* [Description of the task]: Using the entries below, output each line exactly from the first through the one that contains "position:absolute; left:468px; top:2489px;".

* [Extracted data entries]:
◆ ◆ ◆ ◆ ◆

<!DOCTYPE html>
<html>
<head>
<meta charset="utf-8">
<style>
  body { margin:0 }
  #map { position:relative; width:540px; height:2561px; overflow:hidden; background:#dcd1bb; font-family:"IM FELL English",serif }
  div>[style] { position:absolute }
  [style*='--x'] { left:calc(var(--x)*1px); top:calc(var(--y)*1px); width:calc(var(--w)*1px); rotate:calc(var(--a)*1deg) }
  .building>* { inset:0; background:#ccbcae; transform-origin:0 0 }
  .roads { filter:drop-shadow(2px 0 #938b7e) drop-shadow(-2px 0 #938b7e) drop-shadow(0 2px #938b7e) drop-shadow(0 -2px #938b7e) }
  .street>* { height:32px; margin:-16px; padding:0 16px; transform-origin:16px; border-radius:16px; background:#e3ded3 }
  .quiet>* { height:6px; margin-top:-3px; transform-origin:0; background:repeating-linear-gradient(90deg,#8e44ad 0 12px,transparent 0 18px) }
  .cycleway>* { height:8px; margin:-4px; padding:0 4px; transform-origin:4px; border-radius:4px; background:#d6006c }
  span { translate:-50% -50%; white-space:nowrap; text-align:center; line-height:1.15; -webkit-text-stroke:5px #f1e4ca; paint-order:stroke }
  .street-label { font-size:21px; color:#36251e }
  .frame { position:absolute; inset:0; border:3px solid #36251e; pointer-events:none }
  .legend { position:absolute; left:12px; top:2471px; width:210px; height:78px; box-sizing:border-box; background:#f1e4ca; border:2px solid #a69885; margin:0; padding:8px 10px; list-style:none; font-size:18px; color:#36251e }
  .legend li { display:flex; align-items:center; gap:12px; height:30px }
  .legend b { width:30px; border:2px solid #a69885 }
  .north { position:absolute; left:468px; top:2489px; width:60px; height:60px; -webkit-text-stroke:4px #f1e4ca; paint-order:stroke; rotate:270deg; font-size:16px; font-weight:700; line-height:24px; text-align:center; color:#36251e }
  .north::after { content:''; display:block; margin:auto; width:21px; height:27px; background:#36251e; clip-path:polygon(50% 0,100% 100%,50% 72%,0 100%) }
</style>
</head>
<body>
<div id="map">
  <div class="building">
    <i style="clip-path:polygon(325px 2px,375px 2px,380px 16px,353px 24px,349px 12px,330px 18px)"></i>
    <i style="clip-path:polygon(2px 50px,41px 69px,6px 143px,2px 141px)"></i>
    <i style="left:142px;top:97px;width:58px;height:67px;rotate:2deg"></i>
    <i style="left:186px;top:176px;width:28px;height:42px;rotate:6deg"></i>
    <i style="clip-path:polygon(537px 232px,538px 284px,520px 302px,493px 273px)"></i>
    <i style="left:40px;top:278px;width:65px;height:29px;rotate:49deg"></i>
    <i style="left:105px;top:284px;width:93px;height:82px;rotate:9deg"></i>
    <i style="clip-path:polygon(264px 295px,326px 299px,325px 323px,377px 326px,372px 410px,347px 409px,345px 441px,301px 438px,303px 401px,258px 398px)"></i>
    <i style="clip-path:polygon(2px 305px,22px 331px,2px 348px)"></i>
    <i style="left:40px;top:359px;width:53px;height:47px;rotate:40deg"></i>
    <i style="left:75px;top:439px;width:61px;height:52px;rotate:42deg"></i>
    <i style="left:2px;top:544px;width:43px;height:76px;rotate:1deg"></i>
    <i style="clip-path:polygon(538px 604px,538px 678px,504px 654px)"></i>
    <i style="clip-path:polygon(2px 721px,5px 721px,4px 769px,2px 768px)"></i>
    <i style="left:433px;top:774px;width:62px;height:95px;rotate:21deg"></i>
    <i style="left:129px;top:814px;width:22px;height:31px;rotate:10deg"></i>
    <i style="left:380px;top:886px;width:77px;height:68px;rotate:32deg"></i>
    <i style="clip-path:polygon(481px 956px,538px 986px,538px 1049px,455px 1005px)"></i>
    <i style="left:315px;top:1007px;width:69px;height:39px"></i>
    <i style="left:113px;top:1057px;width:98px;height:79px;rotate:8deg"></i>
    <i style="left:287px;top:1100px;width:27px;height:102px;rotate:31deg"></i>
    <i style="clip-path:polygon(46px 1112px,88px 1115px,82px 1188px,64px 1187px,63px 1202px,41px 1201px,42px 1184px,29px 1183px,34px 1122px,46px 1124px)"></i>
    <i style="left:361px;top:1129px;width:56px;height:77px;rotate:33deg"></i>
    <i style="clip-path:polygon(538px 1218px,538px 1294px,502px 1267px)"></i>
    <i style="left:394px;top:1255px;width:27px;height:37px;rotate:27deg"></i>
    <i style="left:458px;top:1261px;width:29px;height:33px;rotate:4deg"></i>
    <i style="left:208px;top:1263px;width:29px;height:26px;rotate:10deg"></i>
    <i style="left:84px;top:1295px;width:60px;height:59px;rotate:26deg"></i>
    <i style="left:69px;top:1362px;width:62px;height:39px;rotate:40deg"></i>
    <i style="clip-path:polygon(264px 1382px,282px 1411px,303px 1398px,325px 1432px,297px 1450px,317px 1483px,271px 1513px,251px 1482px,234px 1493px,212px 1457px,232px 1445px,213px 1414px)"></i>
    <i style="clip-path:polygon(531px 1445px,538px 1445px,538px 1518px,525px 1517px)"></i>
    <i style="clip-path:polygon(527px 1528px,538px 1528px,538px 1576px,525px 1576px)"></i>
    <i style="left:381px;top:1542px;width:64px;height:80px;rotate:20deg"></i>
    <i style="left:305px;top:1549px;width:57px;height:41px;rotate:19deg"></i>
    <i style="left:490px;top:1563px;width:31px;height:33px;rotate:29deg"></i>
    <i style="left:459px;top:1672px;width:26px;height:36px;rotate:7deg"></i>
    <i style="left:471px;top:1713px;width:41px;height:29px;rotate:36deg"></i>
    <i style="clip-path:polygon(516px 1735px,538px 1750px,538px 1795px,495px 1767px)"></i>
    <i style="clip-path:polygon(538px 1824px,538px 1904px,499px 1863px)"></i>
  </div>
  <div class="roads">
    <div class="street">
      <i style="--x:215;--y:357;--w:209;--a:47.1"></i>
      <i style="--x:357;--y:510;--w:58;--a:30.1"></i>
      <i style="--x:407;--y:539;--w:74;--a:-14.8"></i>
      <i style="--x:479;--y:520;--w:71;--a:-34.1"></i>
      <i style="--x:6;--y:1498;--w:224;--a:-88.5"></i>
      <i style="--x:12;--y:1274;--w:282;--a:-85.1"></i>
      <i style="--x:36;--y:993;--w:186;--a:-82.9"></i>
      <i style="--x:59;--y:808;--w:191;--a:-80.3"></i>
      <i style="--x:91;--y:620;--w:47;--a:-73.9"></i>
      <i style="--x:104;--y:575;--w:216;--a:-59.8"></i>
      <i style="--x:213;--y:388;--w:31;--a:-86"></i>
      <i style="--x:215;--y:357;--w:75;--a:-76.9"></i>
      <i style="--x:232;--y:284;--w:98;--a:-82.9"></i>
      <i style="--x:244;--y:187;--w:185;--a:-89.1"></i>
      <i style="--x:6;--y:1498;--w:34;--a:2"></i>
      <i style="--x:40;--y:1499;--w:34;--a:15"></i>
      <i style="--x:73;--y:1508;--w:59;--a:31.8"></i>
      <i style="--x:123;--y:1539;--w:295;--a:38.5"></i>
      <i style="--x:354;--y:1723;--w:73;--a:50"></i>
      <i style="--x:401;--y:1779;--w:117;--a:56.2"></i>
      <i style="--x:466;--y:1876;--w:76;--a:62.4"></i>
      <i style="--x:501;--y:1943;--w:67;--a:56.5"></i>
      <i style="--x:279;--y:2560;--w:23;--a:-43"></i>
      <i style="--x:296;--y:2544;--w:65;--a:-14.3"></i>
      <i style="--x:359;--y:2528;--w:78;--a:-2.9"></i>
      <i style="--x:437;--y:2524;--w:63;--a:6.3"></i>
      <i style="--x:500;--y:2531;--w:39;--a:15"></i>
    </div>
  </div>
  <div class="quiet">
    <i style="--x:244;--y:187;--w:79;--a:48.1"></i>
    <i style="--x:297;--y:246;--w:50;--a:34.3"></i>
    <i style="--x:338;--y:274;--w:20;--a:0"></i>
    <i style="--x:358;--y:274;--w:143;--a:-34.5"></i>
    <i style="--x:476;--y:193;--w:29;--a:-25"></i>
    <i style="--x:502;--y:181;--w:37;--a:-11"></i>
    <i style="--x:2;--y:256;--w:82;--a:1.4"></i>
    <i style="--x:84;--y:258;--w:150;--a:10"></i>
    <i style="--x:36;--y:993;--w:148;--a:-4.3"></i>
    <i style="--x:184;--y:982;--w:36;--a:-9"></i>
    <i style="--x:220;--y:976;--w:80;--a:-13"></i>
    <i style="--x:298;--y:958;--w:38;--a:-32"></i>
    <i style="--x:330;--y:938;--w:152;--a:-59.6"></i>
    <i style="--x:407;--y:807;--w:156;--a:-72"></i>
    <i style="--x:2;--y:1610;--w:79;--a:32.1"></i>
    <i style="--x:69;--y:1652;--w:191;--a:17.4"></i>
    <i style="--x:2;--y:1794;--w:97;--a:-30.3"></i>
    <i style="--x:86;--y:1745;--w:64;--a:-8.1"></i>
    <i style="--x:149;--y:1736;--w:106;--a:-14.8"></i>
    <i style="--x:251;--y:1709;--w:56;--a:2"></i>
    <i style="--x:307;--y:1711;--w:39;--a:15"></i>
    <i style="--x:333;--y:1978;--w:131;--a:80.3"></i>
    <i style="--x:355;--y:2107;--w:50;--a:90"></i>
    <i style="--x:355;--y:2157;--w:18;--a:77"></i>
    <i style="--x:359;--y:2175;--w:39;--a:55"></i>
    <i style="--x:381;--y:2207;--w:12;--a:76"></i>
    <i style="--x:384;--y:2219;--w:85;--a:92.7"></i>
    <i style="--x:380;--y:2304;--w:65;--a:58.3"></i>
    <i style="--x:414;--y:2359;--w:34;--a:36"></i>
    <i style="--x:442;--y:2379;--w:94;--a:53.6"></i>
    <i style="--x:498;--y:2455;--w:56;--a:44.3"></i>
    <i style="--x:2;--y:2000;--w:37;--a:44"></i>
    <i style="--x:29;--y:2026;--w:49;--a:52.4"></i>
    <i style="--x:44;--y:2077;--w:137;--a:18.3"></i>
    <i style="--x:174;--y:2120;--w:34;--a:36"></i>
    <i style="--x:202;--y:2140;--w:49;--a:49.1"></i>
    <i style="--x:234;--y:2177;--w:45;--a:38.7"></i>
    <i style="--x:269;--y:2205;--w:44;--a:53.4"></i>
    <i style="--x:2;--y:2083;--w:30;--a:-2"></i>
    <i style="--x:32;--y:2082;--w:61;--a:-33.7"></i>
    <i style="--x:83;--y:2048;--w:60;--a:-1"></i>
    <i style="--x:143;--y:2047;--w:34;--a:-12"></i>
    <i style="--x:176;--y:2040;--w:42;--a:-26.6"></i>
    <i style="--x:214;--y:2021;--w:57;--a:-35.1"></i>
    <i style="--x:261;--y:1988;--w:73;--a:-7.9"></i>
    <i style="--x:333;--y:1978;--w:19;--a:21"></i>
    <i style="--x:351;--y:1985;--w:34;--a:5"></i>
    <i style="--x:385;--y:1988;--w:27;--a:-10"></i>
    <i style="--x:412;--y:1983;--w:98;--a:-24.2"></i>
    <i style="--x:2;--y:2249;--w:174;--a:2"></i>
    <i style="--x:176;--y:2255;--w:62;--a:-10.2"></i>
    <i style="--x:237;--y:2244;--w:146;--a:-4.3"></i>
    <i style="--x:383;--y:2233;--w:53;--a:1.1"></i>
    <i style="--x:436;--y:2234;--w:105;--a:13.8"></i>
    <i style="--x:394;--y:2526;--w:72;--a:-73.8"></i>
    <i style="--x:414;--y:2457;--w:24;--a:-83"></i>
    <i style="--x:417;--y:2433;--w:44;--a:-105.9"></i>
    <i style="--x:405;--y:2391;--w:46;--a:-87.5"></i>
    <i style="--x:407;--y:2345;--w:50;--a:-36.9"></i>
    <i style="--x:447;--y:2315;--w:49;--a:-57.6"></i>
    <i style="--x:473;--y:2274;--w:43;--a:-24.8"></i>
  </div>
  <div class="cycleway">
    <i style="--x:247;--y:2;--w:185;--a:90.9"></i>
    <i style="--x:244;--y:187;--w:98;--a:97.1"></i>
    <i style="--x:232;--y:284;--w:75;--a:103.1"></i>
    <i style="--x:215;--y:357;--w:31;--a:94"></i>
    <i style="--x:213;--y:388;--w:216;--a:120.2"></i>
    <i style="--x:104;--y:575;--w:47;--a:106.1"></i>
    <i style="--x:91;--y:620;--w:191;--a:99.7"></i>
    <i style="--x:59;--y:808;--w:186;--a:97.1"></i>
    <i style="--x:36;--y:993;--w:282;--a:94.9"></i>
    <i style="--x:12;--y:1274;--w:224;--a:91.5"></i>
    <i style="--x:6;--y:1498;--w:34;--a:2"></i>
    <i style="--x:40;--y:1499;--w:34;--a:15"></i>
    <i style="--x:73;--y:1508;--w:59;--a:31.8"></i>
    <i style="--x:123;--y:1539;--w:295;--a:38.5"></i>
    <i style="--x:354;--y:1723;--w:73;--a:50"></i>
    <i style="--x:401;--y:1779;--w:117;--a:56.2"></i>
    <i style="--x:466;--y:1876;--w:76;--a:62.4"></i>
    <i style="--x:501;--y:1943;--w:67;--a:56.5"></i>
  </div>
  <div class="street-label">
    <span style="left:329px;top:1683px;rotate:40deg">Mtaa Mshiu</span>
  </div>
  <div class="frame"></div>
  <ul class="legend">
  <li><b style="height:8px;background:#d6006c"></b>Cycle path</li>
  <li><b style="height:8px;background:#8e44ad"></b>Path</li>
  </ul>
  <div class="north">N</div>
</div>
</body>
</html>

◆ ◆ ◆ ◆ ◆

* [Written solution]:
<!DOCTYPE html>
<html>
<head>
<meta charset="utf-8">
<style>
  body { margin:0 }
  #map { position:relative; width:540px; height:2561px; overflow:hidden; background:#dcd1bb; font-family:"IM FELL English",serif }
  div>[style] { position:absolute }
  [style*='--x'] { left:calc(var(--x)*1px); top:calc(var(--y)*1px); width:calc(var(--w)*1px); rotate:calc(var(--a)*1deg) }
  .building>* { inset:0; background:#ccbcae; transform-origin:0 0 }
  .roads { filter:drop-shadow(2px 0 #938b7e) drop-shadow(-2px 0 #938b7e) drop-shadow(0 2px #938b7e) drop-shadow(0 -2px #938b7e) }
  .street>* { height:32px; margin:-16px; padding:0 16px; transform-origin:16px; border-radius:16px; background:#e3ded3 }
  .quiet>* { height:6px; margin-top:-3px; transform-origin:0; background:repeating-linear-gradient(90deg,#8e44ad 0 12px,transparent 0 18px) }
  .cycleway>* { height:8px; margin:-4px; padding:0 4px; transform-origin:4px; border-radius:4px; background:#d6006c }
  span { translate:-50% -50%; white-space:nowrap; text-align:center; line-height:1.15; -webkit-text-stroke:5px #f1e4ca; paint-order:stroke }
  .street-label { font-size:21px; color:#36251e }
  .frame { position:absolute; inset:0; border:3px solid #36251e; pointer-events:none }
  .legend { position:absolute; left:12px; top:2471px; width:210px; height:78px; box-sizing:border-box; background:#f1e4ca; border:2px solid #a69885; margin:0; padding:8px 10px; list-style:none; font-size:18px; color:#36251e }
  .legend li { display:flex; align-items:center; gap:12px; height:30px }
  .legend b { width:30px; border:2px solid #a69885 }
  .north { position:absolute; left:468px; top:2489px; width:60px; height:60px; -webkit-text-stroke:4px #f1e4ca; paint-order:stroke; rotate:270deg; font-size:16px; font-weight:700; line-height:24px; text-align:center; color:#36251e }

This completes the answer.